■ Problem description ■
From the entries below, copy every line holding the word "金野豊川線".

Start of Supplied records

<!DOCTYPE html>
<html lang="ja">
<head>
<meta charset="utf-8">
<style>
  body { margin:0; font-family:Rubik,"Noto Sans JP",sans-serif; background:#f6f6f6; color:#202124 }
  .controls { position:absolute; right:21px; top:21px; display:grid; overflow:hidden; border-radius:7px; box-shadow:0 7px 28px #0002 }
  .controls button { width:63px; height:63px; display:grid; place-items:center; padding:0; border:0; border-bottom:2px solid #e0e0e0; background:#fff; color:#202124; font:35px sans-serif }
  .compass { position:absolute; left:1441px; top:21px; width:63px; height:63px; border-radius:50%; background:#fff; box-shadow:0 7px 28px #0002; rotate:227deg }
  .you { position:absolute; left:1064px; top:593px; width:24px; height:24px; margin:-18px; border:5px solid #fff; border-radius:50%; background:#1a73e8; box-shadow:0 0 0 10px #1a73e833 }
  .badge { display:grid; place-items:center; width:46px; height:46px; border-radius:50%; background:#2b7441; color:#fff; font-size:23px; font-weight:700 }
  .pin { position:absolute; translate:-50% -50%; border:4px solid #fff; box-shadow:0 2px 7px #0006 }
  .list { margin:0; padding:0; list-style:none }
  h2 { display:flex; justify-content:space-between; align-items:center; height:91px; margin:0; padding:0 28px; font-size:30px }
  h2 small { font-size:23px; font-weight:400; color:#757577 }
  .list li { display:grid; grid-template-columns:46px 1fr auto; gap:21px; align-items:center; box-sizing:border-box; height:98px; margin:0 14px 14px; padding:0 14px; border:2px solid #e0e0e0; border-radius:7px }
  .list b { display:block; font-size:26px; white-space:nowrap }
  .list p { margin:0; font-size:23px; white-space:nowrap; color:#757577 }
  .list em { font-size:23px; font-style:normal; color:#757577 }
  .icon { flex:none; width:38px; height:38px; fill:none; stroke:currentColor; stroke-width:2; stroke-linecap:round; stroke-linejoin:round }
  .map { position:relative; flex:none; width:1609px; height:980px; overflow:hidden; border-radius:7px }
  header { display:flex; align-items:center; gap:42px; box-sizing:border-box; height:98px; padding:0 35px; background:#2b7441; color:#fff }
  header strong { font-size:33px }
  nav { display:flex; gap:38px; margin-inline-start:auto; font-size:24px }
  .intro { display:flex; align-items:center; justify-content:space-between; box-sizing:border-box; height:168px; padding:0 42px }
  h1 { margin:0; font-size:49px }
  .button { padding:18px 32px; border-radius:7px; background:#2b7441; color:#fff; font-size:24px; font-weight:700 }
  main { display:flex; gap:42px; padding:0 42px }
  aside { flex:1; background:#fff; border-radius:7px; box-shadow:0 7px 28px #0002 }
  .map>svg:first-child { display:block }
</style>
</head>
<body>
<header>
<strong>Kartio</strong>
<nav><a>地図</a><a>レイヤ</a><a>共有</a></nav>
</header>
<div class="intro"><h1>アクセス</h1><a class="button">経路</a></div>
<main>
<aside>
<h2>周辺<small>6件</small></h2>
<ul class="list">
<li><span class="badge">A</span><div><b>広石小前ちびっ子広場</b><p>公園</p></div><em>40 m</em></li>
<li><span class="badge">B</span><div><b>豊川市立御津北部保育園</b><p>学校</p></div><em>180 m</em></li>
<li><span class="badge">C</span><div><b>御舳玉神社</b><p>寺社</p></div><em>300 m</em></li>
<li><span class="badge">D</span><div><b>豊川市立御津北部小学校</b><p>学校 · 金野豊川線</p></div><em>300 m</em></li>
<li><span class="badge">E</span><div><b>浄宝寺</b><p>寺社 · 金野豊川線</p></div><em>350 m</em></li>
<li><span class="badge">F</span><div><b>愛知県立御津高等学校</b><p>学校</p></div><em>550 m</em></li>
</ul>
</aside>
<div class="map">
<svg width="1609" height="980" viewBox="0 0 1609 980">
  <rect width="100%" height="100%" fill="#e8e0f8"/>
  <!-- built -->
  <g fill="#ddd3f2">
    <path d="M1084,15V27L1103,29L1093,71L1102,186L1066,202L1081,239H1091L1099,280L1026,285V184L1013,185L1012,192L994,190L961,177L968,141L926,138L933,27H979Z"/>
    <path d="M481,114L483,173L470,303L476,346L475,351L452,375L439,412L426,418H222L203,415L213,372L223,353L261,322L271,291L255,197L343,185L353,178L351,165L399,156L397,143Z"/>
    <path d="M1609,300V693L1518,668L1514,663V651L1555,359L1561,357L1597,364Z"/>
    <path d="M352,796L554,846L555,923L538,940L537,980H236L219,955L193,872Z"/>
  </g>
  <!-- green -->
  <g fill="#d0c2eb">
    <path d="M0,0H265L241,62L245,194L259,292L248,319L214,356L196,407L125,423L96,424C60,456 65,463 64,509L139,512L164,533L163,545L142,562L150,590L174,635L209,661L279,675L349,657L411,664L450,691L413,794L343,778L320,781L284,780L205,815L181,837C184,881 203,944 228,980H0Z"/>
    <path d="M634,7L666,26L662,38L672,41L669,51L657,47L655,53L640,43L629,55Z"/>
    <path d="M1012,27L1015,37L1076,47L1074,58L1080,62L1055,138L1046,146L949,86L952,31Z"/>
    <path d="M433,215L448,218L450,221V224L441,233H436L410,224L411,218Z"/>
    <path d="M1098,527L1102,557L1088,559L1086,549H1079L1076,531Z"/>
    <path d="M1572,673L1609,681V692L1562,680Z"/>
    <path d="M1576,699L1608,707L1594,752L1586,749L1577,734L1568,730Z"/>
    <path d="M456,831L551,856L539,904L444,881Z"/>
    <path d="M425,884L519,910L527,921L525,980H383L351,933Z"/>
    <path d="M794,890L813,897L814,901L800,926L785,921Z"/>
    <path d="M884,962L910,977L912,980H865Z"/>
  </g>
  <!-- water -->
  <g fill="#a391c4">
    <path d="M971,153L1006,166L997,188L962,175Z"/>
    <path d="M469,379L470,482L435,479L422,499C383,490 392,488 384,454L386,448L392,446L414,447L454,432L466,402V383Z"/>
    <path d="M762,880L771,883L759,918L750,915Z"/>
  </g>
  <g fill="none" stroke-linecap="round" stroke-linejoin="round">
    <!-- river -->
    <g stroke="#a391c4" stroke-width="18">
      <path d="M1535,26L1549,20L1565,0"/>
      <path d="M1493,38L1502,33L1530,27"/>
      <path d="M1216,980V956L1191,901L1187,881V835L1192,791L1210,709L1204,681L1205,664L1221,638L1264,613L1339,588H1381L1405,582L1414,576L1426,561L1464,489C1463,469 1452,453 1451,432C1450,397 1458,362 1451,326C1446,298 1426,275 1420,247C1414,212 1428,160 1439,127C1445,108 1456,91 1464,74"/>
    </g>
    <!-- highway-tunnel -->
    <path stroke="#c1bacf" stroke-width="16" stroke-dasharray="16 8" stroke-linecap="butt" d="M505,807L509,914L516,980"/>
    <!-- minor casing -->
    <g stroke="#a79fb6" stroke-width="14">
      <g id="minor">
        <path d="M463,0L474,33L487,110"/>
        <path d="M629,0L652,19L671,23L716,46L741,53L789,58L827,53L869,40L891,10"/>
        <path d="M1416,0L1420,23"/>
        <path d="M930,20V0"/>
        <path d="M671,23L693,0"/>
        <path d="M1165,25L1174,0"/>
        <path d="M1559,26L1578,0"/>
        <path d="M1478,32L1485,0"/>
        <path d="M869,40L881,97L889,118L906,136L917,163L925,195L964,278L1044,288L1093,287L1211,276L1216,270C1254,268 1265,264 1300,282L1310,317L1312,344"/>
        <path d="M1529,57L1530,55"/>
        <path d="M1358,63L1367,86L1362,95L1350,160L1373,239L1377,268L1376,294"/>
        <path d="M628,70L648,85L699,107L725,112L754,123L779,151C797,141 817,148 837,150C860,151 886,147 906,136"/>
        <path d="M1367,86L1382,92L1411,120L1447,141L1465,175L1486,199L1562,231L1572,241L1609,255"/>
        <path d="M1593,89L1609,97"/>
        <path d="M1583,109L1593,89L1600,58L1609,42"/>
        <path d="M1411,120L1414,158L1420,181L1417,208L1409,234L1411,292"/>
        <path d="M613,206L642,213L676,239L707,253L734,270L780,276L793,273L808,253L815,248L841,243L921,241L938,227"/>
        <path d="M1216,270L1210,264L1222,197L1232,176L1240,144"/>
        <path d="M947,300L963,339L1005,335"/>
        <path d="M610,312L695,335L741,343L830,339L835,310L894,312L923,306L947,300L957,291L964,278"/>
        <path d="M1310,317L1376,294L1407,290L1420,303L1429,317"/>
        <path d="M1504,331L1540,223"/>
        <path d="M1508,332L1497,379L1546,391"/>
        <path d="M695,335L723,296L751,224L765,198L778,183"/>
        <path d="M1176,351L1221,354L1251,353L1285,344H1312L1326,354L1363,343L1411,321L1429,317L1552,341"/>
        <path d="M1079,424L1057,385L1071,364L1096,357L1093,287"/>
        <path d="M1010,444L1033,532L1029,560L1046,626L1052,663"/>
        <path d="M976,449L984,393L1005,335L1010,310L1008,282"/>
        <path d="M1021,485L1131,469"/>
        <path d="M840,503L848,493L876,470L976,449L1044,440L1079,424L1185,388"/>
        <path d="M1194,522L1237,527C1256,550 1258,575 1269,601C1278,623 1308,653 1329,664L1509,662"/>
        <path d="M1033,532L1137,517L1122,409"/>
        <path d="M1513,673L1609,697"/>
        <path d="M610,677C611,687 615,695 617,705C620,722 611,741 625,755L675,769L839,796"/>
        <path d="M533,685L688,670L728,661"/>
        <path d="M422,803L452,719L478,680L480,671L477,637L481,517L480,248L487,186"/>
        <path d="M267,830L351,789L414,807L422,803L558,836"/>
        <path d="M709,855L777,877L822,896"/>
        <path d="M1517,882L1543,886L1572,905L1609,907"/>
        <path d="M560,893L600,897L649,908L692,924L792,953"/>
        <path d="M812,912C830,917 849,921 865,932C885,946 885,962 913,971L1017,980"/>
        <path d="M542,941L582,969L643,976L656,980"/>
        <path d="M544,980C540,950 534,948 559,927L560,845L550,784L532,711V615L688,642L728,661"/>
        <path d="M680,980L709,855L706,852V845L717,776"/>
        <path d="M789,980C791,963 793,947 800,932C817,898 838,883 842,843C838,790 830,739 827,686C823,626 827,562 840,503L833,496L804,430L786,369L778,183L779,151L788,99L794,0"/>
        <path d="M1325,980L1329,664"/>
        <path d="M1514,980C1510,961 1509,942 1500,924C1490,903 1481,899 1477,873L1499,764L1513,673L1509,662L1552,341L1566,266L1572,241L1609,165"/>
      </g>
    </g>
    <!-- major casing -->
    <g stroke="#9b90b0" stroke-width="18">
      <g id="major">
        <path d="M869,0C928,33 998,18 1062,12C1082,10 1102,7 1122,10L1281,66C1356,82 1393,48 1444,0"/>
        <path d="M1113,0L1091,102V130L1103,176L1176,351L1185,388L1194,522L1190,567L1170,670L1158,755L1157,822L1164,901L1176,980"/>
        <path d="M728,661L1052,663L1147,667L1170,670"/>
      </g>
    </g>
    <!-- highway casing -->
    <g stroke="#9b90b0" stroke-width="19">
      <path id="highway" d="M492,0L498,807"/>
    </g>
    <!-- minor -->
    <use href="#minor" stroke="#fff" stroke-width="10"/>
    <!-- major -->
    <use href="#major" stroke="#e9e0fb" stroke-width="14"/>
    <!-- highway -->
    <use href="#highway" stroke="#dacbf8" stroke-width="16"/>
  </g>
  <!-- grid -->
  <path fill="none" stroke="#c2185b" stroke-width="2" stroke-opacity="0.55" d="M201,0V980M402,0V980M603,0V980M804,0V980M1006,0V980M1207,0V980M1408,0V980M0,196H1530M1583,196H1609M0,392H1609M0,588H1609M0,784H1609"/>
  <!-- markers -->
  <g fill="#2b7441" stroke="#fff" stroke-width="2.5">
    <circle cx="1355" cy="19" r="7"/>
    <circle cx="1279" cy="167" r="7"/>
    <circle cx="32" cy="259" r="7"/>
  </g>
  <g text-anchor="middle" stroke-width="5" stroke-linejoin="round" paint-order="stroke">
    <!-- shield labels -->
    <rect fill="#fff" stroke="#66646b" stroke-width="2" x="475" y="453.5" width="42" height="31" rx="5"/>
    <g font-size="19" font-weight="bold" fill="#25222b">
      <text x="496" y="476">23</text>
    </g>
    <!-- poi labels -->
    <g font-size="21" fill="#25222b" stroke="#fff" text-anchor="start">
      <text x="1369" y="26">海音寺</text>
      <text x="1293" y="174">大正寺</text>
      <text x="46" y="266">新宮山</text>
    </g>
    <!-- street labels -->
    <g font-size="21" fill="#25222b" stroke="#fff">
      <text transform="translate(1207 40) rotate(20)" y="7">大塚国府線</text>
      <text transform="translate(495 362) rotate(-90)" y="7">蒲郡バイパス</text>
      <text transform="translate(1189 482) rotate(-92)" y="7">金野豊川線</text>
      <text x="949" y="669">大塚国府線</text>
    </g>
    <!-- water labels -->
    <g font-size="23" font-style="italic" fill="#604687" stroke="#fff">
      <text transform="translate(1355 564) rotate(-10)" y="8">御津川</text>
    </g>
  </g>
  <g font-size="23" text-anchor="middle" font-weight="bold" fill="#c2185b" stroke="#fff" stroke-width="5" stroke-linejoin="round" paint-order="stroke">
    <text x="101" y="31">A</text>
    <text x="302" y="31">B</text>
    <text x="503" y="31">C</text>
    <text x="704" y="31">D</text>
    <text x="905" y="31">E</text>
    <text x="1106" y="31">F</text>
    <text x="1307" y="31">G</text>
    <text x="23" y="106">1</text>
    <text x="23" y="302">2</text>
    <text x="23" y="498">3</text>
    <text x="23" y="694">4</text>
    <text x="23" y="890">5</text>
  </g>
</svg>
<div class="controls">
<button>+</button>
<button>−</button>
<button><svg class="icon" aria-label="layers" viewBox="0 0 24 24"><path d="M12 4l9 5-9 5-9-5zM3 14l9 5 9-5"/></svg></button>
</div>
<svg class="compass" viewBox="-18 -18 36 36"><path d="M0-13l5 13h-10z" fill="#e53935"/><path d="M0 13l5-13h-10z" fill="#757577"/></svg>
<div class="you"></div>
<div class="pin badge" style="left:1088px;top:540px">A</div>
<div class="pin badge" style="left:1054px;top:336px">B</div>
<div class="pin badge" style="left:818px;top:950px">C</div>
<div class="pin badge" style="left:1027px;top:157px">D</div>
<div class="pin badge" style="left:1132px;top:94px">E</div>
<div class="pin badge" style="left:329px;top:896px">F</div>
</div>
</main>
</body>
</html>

End of Supplied records

■ Answer to this problem ■
<li><span class="badge">D</span><div><b>豊川市立御津北部小学校</b><p>学校 · 金野豊川線</p></div><em>300 m</em></li>
<li><span class="badge">E</span><div><b>浄宝寺</b><p>寺社 · 金野豊川線</p></div><em>350 m</em></li>
      <text transform="translate(1189 482) rotate(-92)" y="7">金野豊川線</text>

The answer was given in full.